Pour l’heure, Trump se sert de Riyad dans sa politique de mise à genoux des mollahs iraniens et notamment dans ses négociations du « deal du siècle » concernant le conflit israélo-palestinien. Les Saoudiens étant les seuls et derniers soutiens réels de l’Autorité palestinienne et les seuls à avoir encore, grâce à l’argent, une certaine influence sur Mahmoud Abbas. Au passage, et ce n’est pas rien, n’oublions pas que, si j’ose dire, Trump en profite toujours pour les faire cracher au bassinet (cf. les milliards de dollars d’achats d’armes américaines par Riyad). Tout en prenant soin de rappeler au roi Salman, comme il l’aurait fait dernièrement avec son tact légendaire, que les Saoud ne doivent finalement leur survie qu’à la protection américaine !

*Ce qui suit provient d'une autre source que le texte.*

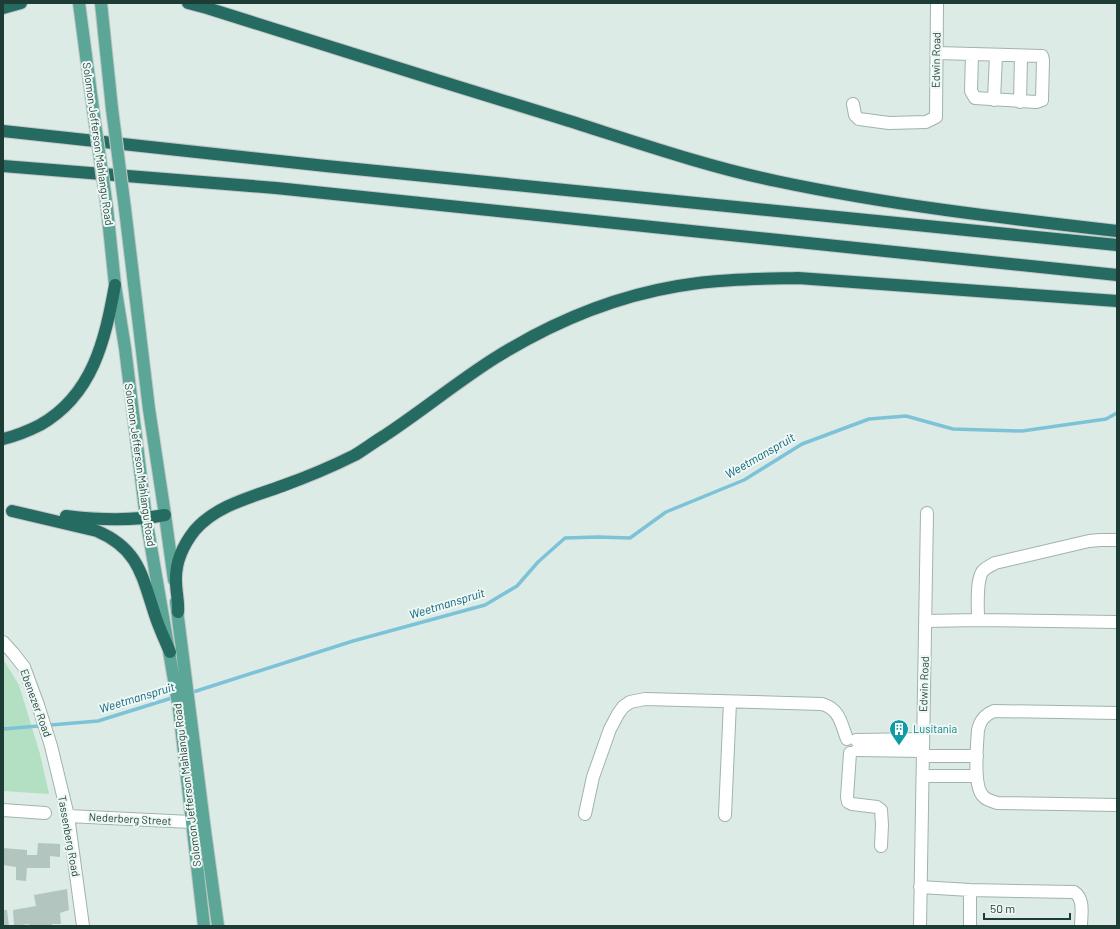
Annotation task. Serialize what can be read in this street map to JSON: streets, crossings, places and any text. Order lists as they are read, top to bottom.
{
  "streets": {
    "main road": ["Solomon Jefferson Mahlangu Road"],
    "street": [
      "Edwin Road",
      "Ebenezer Road",
      "Nederberg Street",
      "Tassenberg Road"
    ]
  },
  "crossings": [
    ["Solomon Jefferson Mahlangu Road", "Nederberg Street"],
    ["Ebenezer Road", "Tassenberg Road"],
    ["Nederberg Street", "Tassenberg Road"]
  ],
  "water": ["Weetmanspruit"],
  "places": {
    "building": ["Lusitania"]
  },
  "scale_bar": "50 m"
}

Au delà des Etats-Unis, les relations saoudiennes sont tendues avec de nombreux pays occidentaux, à commencer par le Canada, mais aussi certains pays européens. Cette inimitié grandissante, fondée principalement sur une critique des manquements aux droits de l'Homme, peut-elle avoir des conséquences pour l'Arabie Saoudite ?

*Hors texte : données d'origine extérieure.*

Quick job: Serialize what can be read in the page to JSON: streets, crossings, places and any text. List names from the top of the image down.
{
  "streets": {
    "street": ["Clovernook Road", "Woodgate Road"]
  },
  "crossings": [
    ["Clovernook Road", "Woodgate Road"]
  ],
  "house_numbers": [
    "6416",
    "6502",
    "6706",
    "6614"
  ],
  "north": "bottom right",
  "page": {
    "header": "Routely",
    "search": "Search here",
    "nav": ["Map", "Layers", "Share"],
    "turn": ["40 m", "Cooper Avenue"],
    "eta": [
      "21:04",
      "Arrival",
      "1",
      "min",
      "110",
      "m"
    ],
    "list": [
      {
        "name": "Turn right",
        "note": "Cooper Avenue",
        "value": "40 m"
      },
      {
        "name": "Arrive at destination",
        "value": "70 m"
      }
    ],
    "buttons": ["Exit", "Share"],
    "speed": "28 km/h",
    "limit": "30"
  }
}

Je crois qu’il ne faut pas trop rêver. Vous savez, que cela nous plaise ou non, en relations internationales, et plus que jamais aujourd’hui, et d’autant plus dans la région, ce sont les rapports de force qui prévalent. Sans oublier bien sûr le commerce. Les Saoudiens se foutent royalement, comme de leur premier Chemagh (le foulard bédouin), des tensions avec le Canada ou certains pays scandinaves qui ont, il est vrai, courageusement protesté contre le royaume et ses atteintes aux droits de l’Homme et sa guerre au Yémen. Sérieusement, que pèse la communauté internationale, à supposer qu’elle existe ? L’Onu ? L’Europe ? Pas grand-chose. Les condamnations internationales (surtout verbales) ont-elles mis fin aux massacres auxquels se livre l’armée saoudienne au Yémen depuis 2015 ? Clairement non. Prenons l’exemple de la France. Lorsque le Président Macron a justement été interrogé sur l’affaire Khashoggi, on a très bien pu sentir sa gêne... Pourquoi ? Car depuis des années la France est paralysée par sa politique commerciale avec les pays du Golfe. Je vous rappelle que des armes et des munitions françaises sont actuellement utilisées au Yémen par les forces saoudiennes… C’est cette même diplomatie économique, si chère à certains responsables français, qui nous oblige dans la région à suivre encore, malheureusement, la ligne de Riyad. Celle-ci est pourtant le plus souvent à l’opposé de nos propres intérêts stratégiques et sécuritaires (Syrie, Liban…), tout en nous faisant perdre tout crédit et respect. Du côté de Paris, il y aura sûrement des protestations officielles, mais il suffira que les Saoudiens froncent les sourcils et menacent de ne plus signer de contrats, qui pour certains attendent déjà depuis des années d’être parafés, pour que le silence se fasse sur les rives de la Seine au sujet de la disparition de Khashoggi…  Nous avons trop peur de perdre les dernières miettes commerciales que veut bien nous laisser le complexe militaro-industriel américain dans la région. C’est triste et pathétique, mais c’est comme ça.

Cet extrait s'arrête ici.